The development staff set about to design an entirely new approach to the employee campaign—one that would emphasize building strong relationships with hospital leadership, involve front-line workers, and clearly communicate the benefit of donations to the hospital and its employees.
The first steps
To gain control over external nonprofit groups’ access to the hospital as a solicitation venue, Lasseter instituted a firm, one-group-per-month policy. For example, a United Way drive would be held in November while the new internal employee campaign would take place in April.
At the same time, the development department took positive steps to increase employee involvement. They recruited an active chair and a committee of enthusiastic front-line workers to carry the campaign message to each of the hospital’s branches and divisions.
Identifying appropriate staff among layers of hospital departments was not easy, but Lasseter reports it was largely a one-time task that paid off with strong relationships for subsequent campaigns. Through one-on-one messaging, committee members were encouraged to explain the importance of giving even modest donations. This approach has proven to be highly effective. Participation rates soared from less than one in 20 hospital workers to more than one in four, and donations advanced four-fold.
The NASCAR theme was replaced by the tag line “Support/Sustain/Share”—to emphasize how employees’ gifts impact patients, other employees and the quality of care.

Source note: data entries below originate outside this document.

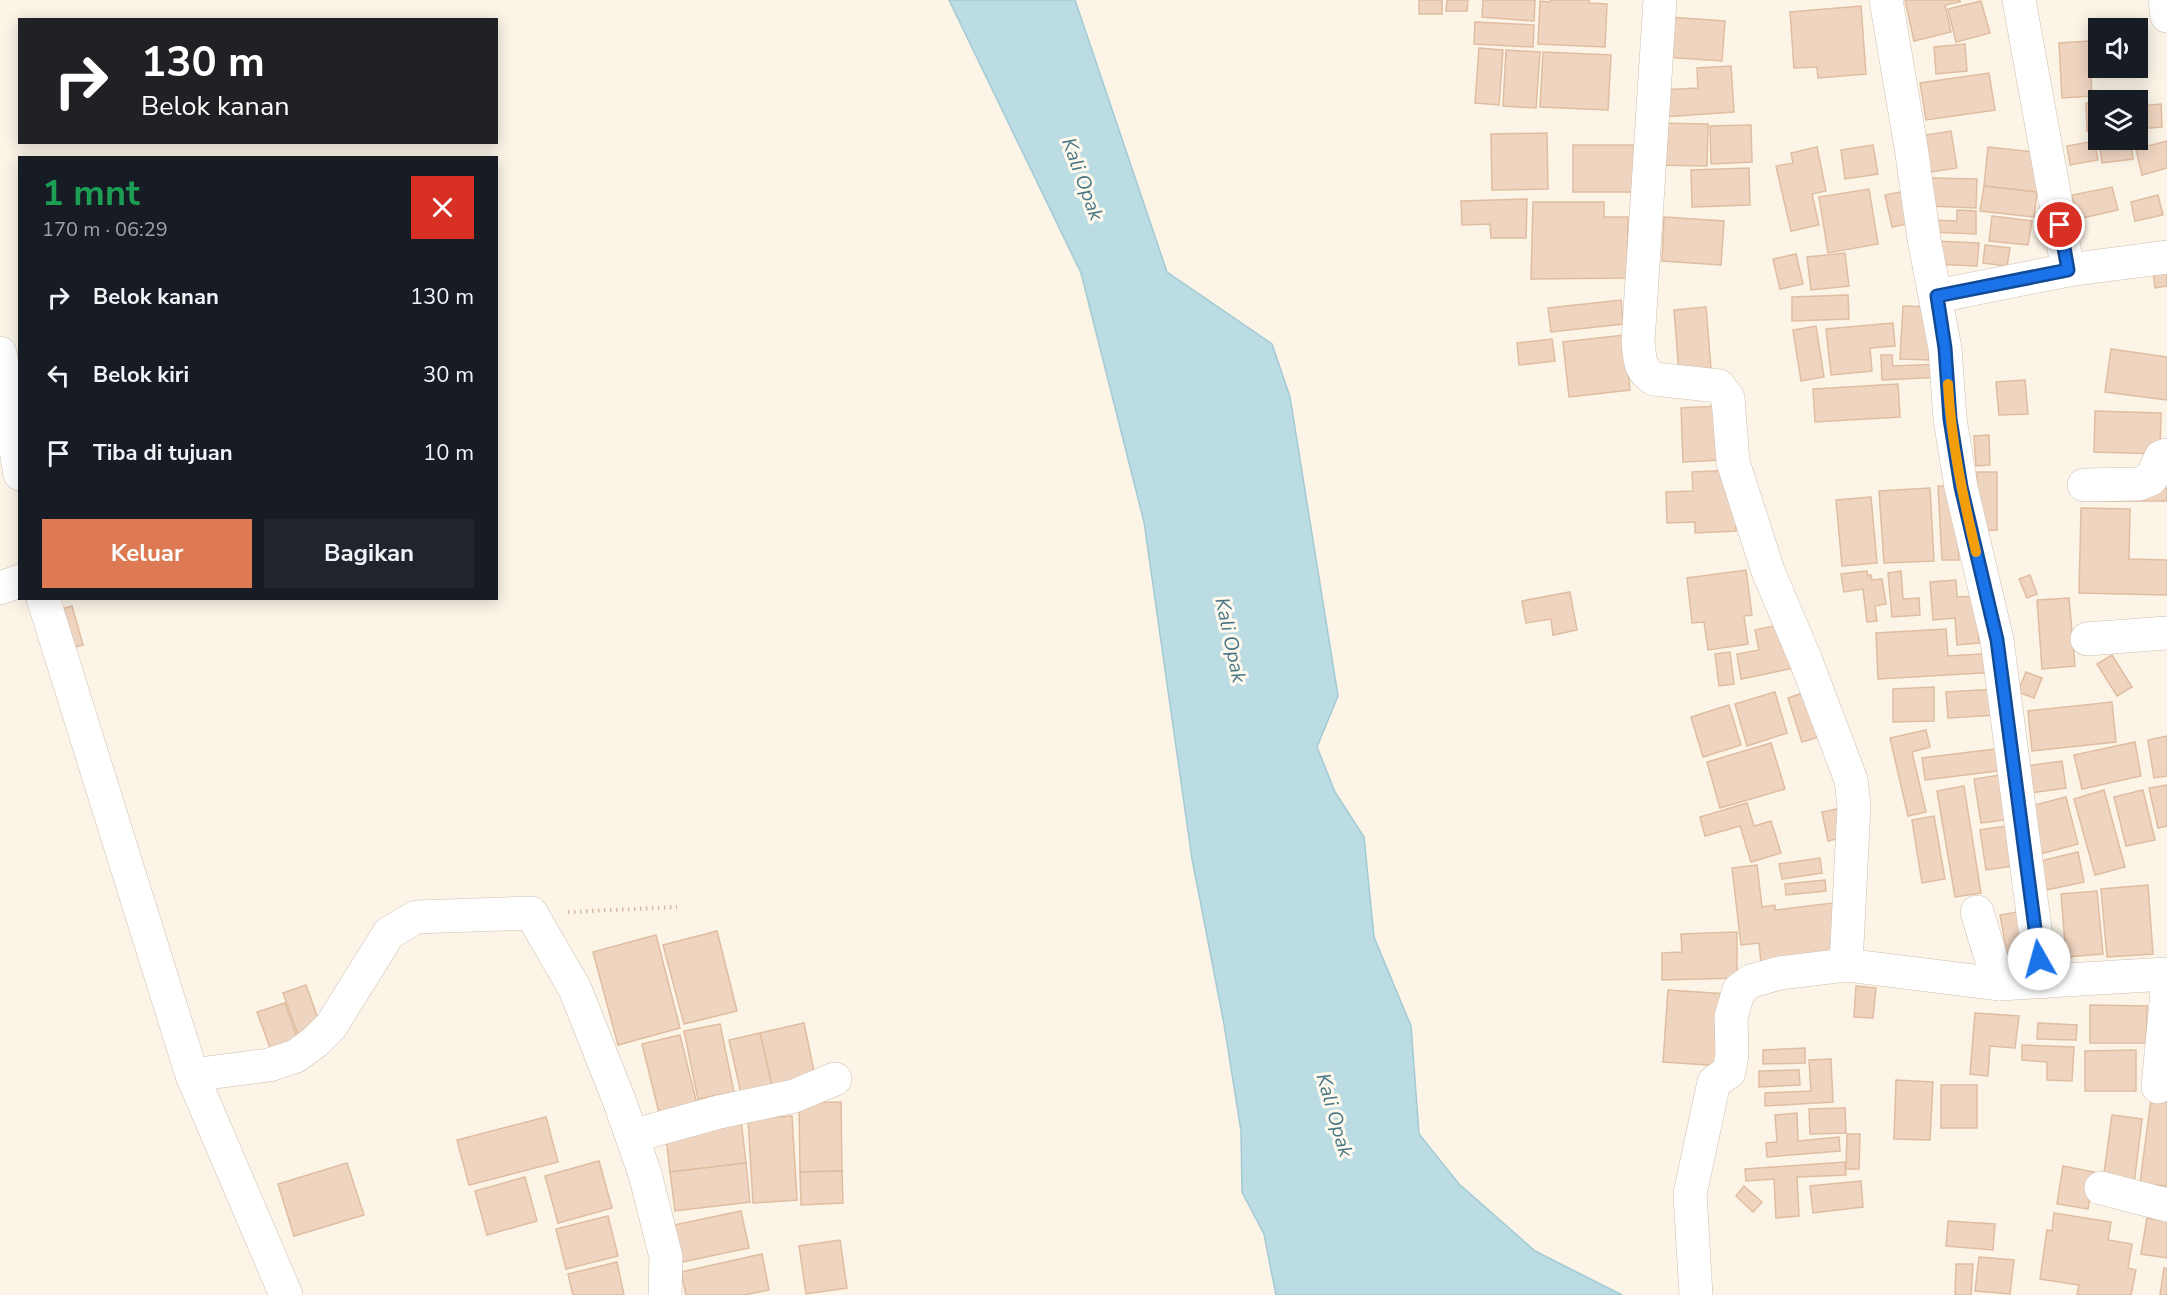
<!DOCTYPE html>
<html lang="id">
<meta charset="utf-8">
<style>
:root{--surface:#171b24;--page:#20242c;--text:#f1f3f6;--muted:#9ea1a6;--accent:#dd7a54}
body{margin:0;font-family:"Nunito Sans",sans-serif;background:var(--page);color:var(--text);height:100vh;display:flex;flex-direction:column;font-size:22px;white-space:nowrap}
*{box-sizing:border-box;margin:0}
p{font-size:20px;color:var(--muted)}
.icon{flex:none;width:33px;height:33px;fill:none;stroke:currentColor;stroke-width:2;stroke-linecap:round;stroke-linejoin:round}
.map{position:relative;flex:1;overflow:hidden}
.sheet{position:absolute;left:18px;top:156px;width:480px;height:444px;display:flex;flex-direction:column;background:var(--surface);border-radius:0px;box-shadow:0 3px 15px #0003}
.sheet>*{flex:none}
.hud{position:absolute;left:18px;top:18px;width:480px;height:126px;border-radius:0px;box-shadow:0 3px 15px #0003;background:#202124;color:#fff;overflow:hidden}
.controls{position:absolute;left:2088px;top:18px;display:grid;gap:12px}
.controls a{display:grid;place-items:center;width:60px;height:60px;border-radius:0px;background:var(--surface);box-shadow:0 3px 15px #0003;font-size:30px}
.pin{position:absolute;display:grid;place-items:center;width:51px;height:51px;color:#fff;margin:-26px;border:3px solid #fff;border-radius:50%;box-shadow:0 2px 6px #0007}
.me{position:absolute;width:66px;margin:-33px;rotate:353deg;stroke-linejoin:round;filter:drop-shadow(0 0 4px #0008)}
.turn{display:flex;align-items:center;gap:21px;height:126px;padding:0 24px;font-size:27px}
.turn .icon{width:78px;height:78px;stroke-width:2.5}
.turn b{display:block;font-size:42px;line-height:51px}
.round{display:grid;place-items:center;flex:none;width:63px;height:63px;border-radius:0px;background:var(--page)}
.summary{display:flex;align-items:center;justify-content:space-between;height:102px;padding:0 24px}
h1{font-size:36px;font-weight:700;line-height:45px;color:#1e9e55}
.button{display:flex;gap:12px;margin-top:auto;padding:12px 24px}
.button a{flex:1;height:69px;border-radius:0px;background:var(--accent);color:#fff;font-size:24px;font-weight:700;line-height:69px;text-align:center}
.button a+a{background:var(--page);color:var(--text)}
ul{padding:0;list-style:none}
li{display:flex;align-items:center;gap:18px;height:78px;padding:0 24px}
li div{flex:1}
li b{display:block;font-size:22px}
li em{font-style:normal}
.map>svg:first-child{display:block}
.water{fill:#bcdce3;stroke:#a3cad4;stroke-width:1.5}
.building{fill:#efd5c0;stroke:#e0bda1;stroke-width:1.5}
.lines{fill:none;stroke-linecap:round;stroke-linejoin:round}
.minor-casing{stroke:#cebfb0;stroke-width:34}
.path{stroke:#d4b9a3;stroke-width:4;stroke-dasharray:1.5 4.5;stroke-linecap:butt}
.minor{stroke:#fff;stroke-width:33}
.route-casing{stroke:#114b97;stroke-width:15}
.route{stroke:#1a73e8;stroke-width:10}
.slow{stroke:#f59e0b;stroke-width:10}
.labels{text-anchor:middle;stroke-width:6;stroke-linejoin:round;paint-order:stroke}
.water-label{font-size:20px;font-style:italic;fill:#477785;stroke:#fef8ed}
</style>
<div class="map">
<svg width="2167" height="1295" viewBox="0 0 2167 1295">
<rect width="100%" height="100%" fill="#fbf4e7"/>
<path class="water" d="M949 0H1075L1167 272 1272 344 1290 397 1338 696 1317 747 1335 792 1364 837 1374 937 1411 1026 1419 1134 1459 1184 1535 1251 1622 1295H1276L1264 1234 1242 1192 1241 1131 1224 1024 1192 859 1144 522 1081 273Z"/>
<g class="building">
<rect x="1419" y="0" width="23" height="14"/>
<path d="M1447 0H1468L1467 11H1446Z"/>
<path d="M1483 0H1535L1534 21 1482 17Z"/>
<path d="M1550 0H1589V3L1607 4 1605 47 1538 44 1540 1 1550 2Z"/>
<path d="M1905 0H1960V2L1945 5 1951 32 1914 41Z"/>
<path d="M1981 1 1990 33 1956 42 1948 9Z"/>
<path d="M1861 6 1866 74 1818 78 1817 67 1794 68 1790 12Z"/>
<path d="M1668 17 1725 21 1722 61 1664 57Z"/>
<path d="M1475 22 1534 25 1533 47 1474 44Z"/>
<path d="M2089 41 2092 96 2062 98 2059 43Z"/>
<path d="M1965 44 1967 71 1936 74 1934 47Z"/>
<path d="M1479 48 1503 50 1499 105 1475 103Z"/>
<path d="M1506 50 1540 52 1536 108 1503 106Z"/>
<path d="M1543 52 1611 55 1608 110 1540 107Z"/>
<path d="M1731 66 1734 112 1663 117 1661 90 1698 88 1697 68Z"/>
<path d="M1989 73 1995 110 1926 120 1920 83Z"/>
<path d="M2098 102V131H2087L2086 103Z"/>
<path d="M2161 104 2162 127 2138 129V106Z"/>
<path d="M1652 123 1708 124 1707 166 1651 165Z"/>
<path d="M1751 125 1752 162 1711 164 1710 126Z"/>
<path d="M1951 131 1957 168 1925 173 1919 136Z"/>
<path d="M1547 133 1548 189 1492 190 1491 134Z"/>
<path d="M2099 140H2130L2133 159 2102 163Z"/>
<path d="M2094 141 2098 160 2070 165 2067 146Z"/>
<path d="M2167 141V168L2142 175 2136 149Z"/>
<rect x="1573" y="145" width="66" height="47"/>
<path d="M1873 145 1878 174 1845 179 1841 150Z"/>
<path d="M1817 147 1826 191 1812 194 1819 225 1791 231 1776 166 1793 163 1791 153Z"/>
<path d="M1988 147 2042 153 2037 192 1984 186Z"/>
<path d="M1749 168 1750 205 1692 207 1691 170Z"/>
<path d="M1932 178 1977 179 1976 208 1931 206Z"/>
<path d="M1984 186 2037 192 2034 217 1980 211Z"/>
<path d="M2112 187 2118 210 2078 219 2072 195Z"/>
<path d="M1869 189 1878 244 1828 253 1819 197Z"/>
<path d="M1911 190 1917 222 1892 227 1885 195Z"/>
<path d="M2158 195 2163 215 2135 221 2131 202Z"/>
<path d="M1527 199 1526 238H1491L1490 224 1462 225 1461 201Z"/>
<path d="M1533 202H1604V217H1628L1627 278 1531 279Z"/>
<path d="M1957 210 1976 211V234L1932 232 1933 220 1957 221Z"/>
<path d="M1992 216 2032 221 2028 245 1989 241Z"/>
<path d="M1664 217 1724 221 1721 265 1662 261Z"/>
<path d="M1934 241 1979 243 1977 266 1933 264Z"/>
<path d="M1985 245 2010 248 2007 266 1983 263Z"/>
<path d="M1845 253 1849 286 1811 290 1807 257Z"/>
<path d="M1796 254 1803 284 1780 289 1773 259Z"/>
<path d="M2167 261V286L2155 288 2152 263Z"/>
<path d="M1848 295 1849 319 1792 321V297Z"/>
<path d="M1621 300 1623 324 1551 332 1548 308Z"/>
<path d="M1903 306 1932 307 1929 360 1900 359Z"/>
<path d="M1706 307 1711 369 1679 372 1674 310Z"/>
<path d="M1893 323 1895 346 1870 348 1872 371 1831 375 1826 329Z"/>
<path d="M1816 326 1824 377 1801 381 1793 330Z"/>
<path d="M1624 335 1630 390 1569 397 1563 342Z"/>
<path d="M1552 339 1555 361 1519 365 1517 343Z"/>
<path d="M2111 349 2167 357V400L2105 392Z"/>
<path d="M1881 355H1892L1893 366 1941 364 1942 377 1882 380Z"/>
<path d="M2025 380 2028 414 1999 415 1996 382Z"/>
<path d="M1898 384 1900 417 1815 422 1813 389Z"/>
<path d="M1719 406 1721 460 1683 462 1681 408Z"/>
<path d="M2095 411 2161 413 2160 454 2094 452Z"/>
<path d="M1989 435 1990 465 1976 466 1974 436Z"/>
<path d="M1734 470 1736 531 1695 533V522L1667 523 1666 492 1693 491 1692 472Z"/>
<path d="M1977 472H1997V530L1978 531Z"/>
<path d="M1938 486H1955L1959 560H1942Z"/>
<path d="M2092 487 2167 488V501H2092Z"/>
<path d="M1930 488 1934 561 1884 563 1879 491Z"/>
<path d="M1871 497 1877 563 1842 566 1836 500Z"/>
<path d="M2081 508 2130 509 2129 559 2167 560V595L2079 593Z"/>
<path d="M1746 570 1752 615 1744 616 1748 644 1708 650 1704 622 1692 623 1687 578Z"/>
<path d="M1867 571 1868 576 1871 575 1872 580 1882 579 1886 604 1875 606 1877 621 1867 622 1863 589 1844 592 1841 574Z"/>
<path d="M1901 571 1903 599 1919 598 1920 615 1892 617 1888 573Z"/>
<path d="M2030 575 2037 594 2027 598 2019 579Z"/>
<path d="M1956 580 1957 597 1976 596 1979 643 1957 645 1955 618 1933 620 1930 582Z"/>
<path d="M1570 592 1577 630 1553 635 1551 619 1526 623 1522 601Z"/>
<path d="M2069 598 2075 666 2042 669 2037 600Z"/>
<path d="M72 606 83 645 64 650 52 612Z"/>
<path d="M1778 625 1799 667 1741 679 1737 654 1759 650 1755 630Z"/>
<path d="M1946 629 1948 656 1997 653 1998 672 1878 679 1876 633Z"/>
<path d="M1730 652 1734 684 1719 686 1715 654Z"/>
<path d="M2112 655 2132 687 2117 696 2097 664Z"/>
<path d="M2026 672 2042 678 2034 698 2018 692Z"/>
<path d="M1934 687V721L1893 722V689Z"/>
<path d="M1997 689 1998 715 1948 718 1946 692Z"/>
<path d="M1808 691 1822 736 1802 742 1788 698Z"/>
<path d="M1775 692 1787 733 1747 746 1735 704Z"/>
<path d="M2112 702 2116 742 2032 751 2028 711Z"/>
<path d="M1729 705 1741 745 1703 757 1691 717Z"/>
<path d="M1926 730 1930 747 1912 752 1926 812 1908 816 1890 738Z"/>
<path d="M2167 736V776L2154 778 2148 740Z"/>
<path d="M2135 742 2141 776 2082 789 2074 755Z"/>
<path d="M1771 743 1785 789 1720 808 1707 762Z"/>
<path d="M2003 748 2005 770 1925 780 1922 758Z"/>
<path d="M2062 761 2066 788 2023 794 2019 767Z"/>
<path d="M2006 774 2012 819 1981 823 1974 779Z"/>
<path d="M2167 785V826L2158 828 2149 788Z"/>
<path d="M1964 786 1981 893 1955 897 1937 791Z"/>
<path d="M2104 790 2125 867 2095 875 2074 799Z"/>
<path d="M2143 790 2155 840 2126 846 2114 797Z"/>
<path d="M2066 797 2078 844 2036 855 2023 808Z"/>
<path d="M1747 803 1754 826 1771 821 1781 853 1751 862 1740 826 1705 836 1700 817Z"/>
<path d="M1842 808 1848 836 1828 841 1822 812Z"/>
<path d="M1934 816 1945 879 1922 883 1912 820Z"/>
<path d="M2013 825 2019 865 1986 870 1980 830Z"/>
<path d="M2078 852 2084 882 2046 890 2040 861Z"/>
<path d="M1820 858 1822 873 1782 879 1779 864Z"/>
<path d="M1757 865 1762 907 1775 905V910L1840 902 1846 953 1761 963 1759 943 1741 945 1732 868Z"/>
<path d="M1825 880 1826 891 1786 895 1785 884Z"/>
<path d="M2148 885 2153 954 2107 957 2101 889Z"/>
<path d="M2097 891 2103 954 2066 957 2061 894Z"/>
<path d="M2022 911 2033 970 2011 974 2000 915Z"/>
<path d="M717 931 737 1011 684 1024 663 945Z"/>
<path d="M1737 932V978L1662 980V953L1682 952 1681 934Z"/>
<path d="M656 935 680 1028 618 1045 593 952Z"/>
<path d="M306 985 321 1027 298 1035 283 993Z"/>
<path d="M1856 986 1876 988 1873 1018 1854 1017Z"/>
<path d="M1668 990 1727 994 1723 1066 1663 1062Z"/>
<path d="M285 1003 300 1046 273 1056 257 1012Z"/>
<path d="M2090 1005 2147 1006 2146 1043H2090Z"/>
<path d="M1975 1013 2019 1016 2015 1048 1990 1046 1988 1076 1970 1074Z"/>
<path d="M804 1023 817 1086 774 1095 760 1033Z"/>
<path d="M2038 1023 2077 1025 2076 1040 2037 1039Z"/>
<path d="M720 1024 734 1092 698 1099 684 1031Z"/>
<path d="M760 1033 774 1095 743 1102 729 1040Z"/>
<path d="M680 1035 697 1104 659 1113 642 1044Z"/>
<path d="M2022 1045 2074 1047 2072 1081 2047 1080V1062L2022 1060Z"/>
<path d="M1805 1048V1063L1763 1064V1050Z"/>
<path d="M2136 1050V1091H2085V1051Z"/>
<path d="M1831 1059 1833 1102 1765 1106V1093L1811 1091 1809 1060Z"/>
<path d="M1799 1070 1800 1085 1759 1087V1071Z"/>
<path d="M1896 1080 1933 1082 1930 1140 1894 1139Z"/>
<rect x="1941" y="1085" width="36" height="43"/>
<path d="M2151 1099 2167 1101V1186L2140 1183Z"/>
<path d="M841 1102 842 1171 800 1172 799 1103Z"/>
<path d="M1845 1108 1846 1133 1810 1134 1809 1109Z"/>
<path d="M1797 1113 1798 1141 1839 1137 1840 1151 1767 1157 1766 1143 1777 1142 1775 1115Z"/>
<path d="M2112 1115 2142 1119 2134 1184 2103 1180Z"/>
<path d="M792 1116 797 1200 753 1203 748 1119Z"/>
<path d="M546 1117 558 1162 469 1185 457 1140Z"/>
<path d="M741 1120 746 1163 670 1172 665 1129Z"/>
<path d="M1847 1134H1860L1859 1169H1846Z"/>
<path d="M599 1161 612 1208 558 1223 545 1176Z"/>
<path d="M1845 1162 1846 1175 1797 1177 1799 1216 1776 1218 1774 1179 1746 1181 1745 1169Z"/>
<path d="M347 1163 364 1215 294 1236 278 1184Z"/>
<path d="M746 1163 750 1202 675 1211 670 1172Z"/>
<path d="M2063 1166 2094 1172 2088 1209 2057 1204Z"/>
<path d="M842 1171 843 1203 801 1205 800 1172Z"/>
<path d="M525 1177 537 1221 487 1235 475 1191Z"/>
<path d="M1861 1181 1863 1207 1813 1213 1810 1186Z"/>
<path d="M1744 1186 1762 1202 1753 1212 1736 1196Z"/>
<path d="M741 1211 749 1248 682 1262 674 1225Z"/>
<path d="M2054 1213 2111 1222 2108 1240 2132 1244 2128 1268 2136 1270 2131 1295H2077L2079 1285 2040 1279 2047 1230 2052 1231Z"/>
<path d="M608 1216 618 1256 566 1269 556 1229Z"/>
<path d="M2147 1218 2167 1221V1258L2141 1254Z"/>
<path d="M1948 1221 1995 1224 1993 1250 1946 1246Z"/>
<path d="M840 1240 847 1288 806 1294 799 1246Z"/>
<path d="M762 1254 769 1290 744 1295H686L681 1272Z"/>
<path d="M1979 1257 2014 1260 2010 1294 1975 1291Z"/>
<path d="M617 1262 624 1295H573L568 1274Z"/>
<path d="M1956 1264H1973L1971 1295H1955Z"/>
<path d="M2164 1268 2167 1269V1295H2160Z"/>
</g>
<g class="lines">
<g class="minor-casing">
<g id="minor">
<path d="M1660 0 1638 342C1640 359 1639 370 1654 379L1719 386 1728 398 1733 462 1768 571 1806 661 1851 780 1854 806 1846 965"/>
<path d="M1886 0 1911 147 1924 239 1945 348 1950 419 1961 487 1997 640 2042 982"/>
<path d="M2019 0 2068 270"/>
<path d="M2165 0 2167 16"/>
<path d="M1937 296 2068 270 2167 257"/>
<path d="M0 353 20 474"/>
<path d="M2084 485 2138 484 2151 479 2161 457 2167 455"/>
<path d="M0 588 20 581"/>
<path d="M43 598 192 1075 286 1295"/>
<path d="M2087 639 2167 633"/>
<path d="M1977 912 1999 984"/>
<path d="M192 1075 269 1065 296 1056 315 1042 331 1026 389 933 416 917 531 913 575 989 619 1100 645 1174 666 1257 665 1295"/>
<path d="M2158 1087 2167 991"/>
<path d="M632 1136 719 1112 794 1096 835 1079"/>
<path d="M2101 1188 2167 1205"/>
<path d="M1696 1295 1690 1194 1714 1082 1729 1072 1732 1054 1731 1017 1739 990 1751 981 1780 973 1846 965 1999 984 2167 974"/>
</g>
</g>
<path class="path" d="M568 912 677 907"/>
<use href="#minor" class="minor"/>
</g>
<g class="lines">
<g class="route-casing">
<path id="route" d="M2039 959 1997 640 1961 487 1950 419 1945 348 1937 296 2068 270 2060 225"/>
</g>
<use href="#route" class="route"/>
<path class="slow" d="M1948 384C1951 441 1963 497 1976 552"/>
</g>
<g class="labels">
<g class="water-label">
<text transform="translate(1083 179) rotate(70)" y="7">Kali Opak</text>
<text transform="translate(1231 640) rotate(78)" y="7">Kali Opak</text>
<text transform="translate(1335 1115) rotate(74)" y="7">Kali Opak</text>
</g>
</g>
</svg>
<div class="controls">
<a><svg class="icon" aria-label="sound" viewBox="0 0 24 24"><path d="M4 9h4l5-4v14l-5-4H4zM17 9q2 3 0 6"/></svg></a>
<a><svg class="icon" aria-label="layers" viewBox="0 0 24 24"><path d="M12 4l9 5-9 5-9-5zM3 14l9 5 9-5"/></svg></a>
</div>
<div class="pin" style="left:2060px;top:225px;background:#d93025"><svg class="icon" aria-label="arrive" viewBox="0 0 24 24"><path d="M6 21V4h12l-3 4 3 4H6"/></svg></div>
<svg class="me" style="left:2039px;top:959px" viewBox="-20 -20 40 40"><circle r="19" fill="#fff"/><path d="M0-13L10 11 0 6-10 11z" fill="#1a73e8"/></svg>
<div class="hud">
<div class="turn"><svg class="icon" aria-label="right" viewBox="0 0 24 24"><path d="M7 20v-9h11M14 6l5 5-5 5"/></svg><div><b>130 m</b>Belok kanan</div></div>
</div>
<section class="sheet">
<div class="summary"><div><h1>1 mnt</h1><p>170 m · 06:29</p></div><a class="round" style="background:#d93025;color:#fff"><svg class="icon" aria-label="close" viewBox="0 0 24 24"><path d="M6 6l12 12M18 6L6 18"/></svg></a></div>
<ul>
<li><svg class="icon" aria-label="right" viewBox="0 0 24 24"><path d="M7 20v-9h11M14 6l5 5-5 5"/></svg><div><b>Belok kanan</b></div><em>130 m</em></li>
<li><svg class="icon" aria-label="left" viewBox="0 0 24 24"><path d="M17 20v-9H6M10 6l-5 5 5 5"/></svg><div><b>Belok kiri</b></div><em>30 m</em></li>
<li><svg class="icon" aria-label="arrive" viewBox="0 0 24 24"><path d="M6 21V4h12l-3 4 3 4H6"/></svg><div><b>Tiba di tujuan</b></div><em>10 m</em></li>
</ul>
<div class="button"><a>Keluar</a><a>Bagikan</a></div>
</section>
</div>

Donors may give to a specific hospital division, toward the purchase of equipment selected as a campaign goal, or to an Employee Benevolent Fund that provides grants or loans to workers in need. Online giving has been streamlined for one-time gifts, payroll deductions or earnings contributed from paid days off.
A short video about campaign goals was produced to show at meetings for employees and hospital executives. Campaign literature was toned down—swapped for a single reminder postcard mailed to all employees, table tents and easy-to-use pledge cards. Expensive gifts were replaced with simple tokens, such as a rubber bracelet or colorful plastic pen.
Finally, a concerted effort is made to say thank you—including year-long messaging in employee newsletters and websites that shows the positive results accomplished with donations.